### HOW TO COMPLETE THIS TASK
Using the string "FILHO" as the key, pull each matching line out of the records below.

### SOURCE RECORDS
-------------------------

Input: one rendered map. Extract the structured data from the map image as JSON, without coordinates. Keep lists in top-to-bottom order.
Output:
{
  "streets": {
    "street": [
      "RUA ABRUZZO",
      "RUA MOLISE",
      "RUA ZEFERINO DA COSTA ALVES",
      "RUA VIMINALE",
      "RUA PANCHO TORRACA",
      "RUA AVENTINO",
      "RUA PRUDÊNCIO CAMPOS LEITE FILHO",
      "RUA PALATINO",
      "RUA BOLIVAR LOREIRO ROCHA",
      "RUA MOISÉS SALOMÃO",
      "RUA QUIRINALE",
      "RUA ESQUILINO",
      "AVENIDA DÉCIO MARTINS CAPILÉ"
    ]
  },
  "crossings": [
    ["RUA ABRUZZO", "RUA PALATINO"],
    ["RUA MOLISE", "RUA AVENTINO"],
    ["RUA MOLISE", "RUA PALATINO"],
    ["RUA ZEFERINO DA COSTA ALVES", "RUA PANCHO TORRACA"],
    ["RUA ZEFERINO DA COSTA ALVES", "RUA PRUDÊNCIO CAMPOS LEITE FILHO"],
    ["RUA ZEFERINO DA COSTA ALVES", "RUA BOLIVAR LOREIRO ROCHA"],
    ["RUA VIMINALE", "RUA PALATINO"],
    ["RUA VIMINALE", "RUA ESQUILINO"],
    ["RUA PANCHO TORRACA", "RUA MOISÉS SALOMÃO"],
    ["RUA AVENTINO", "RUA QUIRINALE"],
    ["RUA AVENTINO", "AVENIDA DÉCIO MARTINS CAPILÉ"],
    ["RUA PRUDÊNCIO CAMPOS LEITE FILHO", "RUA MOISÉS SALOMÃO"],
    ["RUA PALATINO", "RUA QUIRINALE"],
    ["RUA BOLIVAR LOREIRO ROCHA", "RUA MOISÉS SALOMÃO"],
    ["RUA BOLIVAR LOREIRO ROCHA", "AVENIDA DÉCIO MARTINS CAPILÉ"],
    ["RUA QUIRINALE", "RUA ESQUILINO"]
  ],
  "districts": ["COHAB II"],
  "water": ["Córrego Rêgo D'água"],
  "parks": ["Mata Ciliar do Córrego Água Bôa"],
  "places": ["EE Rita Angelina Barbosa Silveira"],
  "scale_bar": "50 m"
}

-------------------------

### EXERCISE ANSWER
      "RUA PRUDÊNCIO CAMPOS LEITE FILHO",
    ["RUA ZEFERINO DA COSTA ALVES", "RUA PRUDÊNCIO CAMPOS LEITE FILHO"],
    ["RUA PRUDÊNCIO CAMPOS LEITE FILHO", "RUA MOISÉS SALOMÃO"],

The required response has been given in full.